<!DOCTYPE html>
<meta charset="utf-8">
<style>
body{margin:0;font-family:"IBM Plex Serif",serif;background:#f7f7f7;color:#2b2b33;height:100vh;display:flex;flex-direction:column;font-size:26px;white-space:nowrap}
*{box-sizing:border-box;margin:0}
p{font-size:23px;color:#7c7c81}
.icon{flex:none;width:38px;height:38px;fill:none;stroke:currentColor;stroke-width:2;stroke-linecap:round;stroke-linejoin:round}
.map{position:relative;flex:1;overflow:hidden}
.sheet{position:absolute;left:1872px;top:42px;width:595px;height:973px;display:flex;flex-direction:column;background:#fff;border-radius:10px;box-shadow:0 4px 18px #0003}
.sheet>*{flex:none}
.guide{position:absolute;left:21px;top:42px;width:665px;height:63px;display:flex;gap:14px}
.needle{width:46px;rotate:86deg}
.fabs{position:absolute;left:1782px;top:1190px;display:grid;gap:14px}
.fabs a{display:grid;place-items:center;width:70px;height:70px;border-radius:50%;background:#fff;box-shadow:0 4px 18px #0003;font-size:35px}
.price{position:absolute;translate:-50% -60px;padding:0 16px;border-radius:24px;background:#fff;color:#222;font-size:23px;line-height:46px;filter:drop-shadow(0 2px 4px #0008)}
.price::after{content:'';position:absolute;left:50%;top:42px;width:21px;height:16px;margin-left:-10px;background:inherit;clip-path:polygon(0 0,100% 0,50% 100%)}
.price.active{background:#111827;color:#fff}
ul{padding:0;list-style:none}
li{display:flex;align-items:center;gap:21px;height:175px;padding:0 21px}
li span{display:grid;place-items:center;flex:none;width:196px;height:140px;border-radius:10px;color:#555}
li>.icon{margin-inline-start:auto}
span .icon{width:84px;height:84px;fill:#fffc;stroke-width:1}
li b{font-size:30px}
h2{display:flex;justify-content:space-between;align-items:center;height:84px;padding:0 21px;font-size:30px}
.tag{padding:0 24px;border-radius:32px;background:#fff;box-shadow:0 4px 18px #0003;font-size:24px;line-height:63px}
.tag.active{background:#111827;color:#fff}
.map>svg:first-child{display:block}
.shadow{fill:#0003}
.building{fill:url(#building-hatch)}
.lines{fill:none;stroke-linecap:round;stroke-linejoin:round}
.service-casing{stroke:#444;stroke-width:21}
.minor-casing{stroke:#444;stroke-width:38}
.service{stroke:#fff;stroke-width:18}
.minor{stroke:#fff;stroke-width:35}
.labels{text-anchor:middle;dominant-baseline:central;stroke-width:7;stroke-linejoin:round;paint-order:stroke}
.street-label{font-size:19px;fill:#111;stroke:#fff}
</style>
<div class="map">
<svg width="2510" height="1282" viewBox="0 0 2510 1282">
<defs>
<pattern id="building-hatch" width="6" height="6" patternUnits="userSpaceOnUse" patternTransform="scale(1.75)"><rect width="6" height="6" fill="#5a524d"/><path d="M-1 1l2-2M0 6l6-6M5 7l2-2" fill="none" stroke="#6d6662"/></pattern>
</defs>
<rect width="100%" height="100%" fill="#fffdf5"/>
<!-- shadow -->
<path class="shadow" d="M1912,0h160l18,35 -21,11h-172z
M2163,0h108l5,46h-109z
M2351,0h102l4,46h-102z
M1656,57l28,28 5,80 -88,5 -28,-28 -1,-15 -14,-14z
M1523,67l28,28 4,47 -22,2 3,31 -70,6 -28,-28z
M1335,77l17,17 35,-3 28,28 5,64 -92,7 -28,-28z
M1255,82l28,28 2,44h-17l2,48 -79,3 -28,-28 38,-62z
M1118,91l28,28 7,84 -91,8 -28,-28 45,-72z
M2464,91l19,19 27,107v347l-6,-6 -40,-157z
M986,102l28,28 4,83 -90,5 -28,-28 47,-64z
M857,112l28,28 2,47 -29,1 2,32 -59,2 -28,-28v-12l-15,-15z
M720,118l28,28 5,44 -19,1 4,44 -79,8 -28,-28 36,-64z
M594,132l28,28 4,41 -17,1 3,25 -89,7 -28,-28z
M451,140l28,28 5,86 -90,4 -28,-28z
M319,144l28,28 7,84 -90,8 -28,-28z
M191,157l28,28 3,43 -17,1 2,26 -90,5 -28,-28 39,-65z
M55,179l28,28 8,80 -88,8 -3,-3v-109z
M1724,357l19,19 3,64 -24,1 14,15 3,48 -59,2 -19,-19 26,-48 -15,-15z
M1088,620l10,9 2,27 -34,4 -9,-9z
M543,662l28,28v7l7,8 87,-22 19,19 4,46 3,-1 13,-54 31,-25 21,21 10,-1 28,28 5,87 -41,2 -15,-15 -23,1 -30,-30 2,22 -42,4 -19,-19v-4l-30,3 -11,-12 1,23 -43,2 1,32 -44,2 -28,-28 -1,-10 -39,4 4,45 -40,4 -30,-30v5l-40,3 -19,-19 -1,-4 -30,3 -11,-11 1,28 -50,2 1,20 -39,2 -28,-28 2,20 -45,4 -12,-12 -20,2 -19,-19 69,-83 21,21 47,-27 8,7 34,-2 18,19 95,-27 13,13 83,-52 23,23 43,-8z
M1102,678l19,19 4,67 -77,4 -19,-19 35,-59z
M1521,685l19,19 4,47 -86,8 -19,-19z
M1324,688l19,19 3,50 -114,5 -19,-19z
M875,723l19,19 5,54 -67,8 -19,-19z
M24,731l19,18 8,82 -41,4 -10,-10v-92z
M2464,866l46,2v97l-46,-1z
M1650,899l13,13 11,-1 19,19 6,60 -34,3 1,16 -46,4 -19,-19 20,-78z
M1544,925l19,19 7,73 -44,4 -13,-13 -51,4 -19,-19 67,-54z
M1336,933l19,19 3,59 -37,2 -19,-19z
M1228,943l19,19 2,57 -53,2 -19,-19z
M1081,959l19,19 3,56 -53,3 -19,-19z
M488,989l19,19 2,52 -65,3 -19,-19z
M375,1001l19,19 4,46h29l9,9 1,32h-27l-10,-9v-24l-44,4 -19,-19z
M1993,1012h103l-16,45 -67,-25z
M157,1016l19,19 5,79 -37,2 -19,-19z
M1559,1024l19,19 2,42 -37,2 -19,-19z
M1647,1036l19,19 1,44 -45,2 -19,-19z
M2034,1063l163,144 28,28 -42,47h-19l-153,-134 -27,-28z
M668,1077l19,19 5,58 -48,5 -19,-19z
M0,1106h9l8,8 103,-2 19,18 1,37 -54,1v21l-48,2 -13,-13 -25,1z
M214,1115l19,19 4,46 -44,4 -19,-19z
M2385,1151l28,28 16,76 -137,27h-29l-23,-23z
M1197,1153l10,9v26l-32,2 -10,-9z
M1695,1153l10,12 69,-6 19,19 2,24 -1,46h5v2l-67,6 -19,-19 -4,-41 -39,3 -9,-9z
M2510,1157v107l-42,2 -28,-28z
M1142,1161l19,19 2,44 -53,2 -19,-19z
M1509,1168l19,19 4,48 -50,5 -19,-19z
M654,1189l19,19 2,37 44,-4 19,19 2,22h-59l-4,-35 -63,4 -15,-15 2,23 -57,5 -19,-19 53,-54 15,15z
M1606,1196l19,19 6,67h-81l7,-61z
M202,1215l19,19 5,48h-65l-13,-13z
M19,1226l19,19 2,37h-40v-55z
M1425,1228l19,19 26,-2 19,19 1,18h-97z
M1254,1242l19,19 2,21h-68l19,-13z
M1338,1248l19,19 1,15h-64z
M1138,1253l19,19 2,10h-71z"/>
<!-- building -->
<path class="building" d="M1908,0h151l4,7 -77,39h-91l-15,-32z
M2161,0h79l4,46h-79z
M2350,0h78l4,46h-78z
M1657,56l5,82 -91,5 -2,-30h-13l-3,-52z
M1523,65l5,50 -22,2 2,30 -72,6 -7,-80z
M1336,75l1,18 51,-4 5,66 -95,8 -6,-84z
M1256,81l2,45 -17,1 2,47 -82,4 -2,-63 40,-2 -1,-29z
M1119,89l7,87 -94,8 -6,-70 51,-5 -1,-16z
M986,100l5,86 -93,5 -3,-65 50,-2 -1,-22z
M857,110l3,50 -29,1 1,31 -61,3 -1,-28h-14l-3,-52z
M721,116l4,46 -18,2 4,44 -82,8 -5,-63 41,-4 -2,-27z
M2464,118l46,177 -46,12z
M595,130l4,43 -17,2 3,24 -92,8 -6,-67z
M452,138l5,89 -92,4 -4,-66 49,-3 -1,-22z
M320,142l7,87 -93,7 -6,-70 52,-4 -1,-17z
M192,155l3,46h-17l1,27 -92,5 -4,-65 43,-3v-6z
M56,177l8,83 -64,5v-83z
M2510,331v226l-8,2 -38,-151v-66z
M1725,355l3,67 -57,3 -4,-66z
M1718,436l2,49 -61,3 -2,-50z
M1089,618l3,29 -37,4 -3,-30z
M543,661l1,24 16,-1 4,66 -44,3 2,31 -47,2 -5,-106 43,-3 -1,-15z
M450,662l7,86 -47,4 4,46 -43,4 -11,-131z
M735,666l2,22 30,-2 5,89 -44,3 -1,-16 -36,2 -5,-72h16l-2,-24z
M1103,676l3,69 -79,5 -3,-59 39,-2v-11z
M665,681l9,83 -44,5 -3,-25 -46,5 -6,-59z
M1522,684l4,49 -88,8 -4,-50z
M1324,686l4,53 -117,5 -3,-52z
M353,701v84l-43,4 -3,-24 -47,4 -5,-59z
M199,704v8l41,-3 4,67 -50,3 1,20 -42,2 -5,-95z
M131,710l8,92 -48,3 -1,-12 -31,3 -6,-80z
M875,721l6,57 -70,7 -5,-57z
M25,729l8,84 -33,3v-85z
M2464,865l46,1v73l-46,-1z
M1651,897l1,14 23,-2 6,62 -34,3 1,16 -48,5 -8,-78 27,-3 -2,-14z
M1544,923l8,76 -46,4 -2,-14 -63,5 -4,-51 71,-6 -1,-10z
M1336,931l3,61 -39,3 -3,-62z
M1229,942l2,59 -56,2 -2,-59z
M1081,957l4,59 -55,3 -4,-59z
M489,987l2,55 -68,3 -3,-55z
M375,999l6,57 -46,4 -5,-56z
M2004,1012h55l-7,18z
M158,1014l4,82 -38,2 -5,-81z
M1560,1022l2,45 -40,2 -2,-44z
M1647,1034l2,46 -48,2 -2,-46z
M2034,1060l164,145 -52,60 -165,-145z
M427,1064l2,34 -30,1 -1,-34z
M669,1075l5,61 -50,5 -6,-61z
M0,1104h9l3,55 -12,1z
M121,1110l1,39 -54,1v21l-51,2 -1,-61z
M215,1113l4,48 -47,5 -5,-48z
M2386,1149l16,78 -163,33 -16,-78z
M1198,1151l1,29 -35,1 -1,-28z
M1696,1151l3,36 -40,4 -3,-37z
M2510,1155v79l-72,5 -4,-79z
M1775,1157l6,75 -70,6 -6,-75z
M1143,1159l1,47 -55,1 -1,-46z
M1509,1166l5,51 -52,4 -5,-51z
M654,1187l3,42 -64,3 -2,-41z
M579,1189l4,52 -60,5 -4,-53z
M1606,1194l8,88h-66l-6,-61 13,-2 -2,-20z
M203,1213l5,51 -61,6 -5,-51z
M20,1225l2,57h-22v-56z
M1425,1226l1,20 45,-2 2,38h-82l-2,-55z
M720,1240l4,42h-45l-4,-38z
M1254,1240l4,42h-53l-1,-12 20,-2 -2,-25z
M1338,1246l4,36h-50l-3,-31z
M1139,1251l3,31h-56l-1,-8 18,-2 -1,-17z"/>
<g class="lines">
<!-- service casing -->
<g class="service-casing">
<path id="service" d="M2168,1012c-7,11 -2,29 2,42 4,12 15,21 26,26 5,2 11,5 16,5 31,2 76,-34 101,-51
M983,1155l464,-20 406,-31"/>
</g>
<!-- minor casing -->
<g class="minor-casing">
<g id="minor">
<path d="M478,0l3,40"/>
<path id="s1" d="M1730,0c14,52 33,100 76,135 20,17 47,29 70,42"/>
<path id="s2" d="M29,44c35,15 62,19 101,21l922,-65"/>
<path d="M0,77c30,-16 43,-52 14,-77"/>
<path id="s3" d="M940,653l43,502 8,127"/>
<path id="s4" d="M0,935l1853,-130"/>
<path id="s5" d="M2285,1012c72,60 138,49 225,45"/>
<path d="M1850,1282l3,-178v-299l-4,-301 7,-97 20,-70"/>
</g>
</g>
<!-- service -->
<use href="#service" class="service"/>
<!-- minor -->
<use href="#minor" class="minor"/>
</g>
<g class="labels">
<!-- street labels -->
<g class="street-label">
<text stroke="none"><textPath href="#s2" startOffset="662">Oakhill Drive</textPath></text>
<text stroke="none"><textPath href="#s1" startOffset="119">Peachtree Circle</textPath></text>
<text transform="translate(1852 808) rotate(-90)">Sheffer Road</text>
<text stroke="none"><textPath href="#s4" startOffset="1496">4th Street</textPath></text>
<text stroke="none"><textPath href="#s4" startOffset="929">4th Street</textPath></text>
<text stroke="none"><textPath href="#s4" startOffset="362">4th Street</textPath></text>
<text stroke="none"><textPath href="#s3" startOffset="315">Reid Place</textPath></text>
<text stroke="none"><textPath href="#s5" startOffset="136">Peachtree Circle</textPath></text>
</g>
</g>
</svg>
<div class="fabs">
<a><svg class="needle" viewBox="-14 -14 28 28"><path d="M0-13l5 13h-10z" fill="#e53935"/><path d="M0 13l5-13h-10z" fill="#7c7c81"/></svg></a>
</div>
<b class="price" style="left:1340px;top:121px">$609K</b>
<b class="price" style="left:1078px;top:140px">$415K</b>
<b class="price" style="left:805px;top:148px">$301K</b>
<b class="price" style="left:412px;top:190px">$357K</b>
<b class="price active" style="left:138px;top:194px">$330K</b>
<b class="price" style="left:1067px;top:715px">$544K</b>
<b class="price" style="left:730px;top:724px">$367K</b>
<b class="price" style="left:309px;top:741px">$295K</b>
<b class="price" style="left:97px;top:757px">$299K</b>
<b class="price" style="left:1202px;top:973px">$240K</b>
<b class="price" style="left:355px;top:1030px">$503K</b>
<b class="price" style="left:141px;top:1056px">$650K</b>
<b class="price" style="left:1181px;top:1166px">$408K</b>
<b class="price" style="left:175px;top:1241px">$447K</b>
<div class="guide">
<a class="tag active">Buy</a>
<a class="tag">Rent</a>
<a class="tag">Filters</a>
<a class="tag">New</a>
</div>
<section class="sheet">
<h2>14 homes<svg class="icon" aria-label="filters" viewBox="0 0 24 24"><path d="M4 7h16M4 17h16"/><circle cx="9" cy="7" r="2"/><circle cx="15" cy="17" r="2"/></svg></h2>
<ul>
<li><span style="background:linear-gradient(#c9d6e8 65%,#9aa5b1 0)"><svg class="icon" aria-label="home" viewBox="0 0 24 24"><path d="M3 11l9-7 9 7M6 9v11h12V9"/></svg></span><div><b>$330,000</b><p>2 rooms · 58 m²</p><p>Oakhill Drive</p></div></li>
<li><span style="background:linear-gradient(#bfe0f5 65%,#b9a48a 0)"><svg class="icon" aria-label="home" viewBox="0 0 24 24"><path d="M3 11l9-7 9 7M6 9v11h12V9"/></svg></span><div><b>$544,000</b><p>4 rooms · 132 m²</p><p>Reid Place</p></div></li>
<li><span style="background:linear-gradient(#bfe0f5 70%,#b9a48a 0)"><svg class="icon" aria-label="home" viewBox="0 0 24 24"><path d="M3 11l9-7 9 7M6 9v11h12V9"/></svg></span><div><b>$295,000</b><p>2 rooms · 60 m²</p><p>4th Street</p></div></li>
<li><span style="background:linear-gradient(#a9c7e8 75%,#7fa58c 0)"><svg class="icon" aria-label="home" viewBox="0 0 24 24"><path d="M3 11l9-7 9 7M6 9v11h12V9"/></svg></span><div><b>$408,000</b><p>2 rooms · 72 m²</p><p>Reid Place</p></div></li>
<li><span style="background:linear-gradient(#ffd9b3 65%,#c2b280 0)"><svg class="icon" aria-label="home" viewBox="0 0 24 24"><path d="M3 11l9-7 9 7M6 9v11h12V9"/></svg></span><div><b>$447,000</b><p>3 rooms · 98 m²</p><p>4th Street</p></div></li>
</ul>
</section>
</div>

——————

Show every line from the listing that contains "lines".

§ Solution to the exercise
.lines{fill:none;stroke-linecap:round;stroke-linejoin:round}
<g class="lines">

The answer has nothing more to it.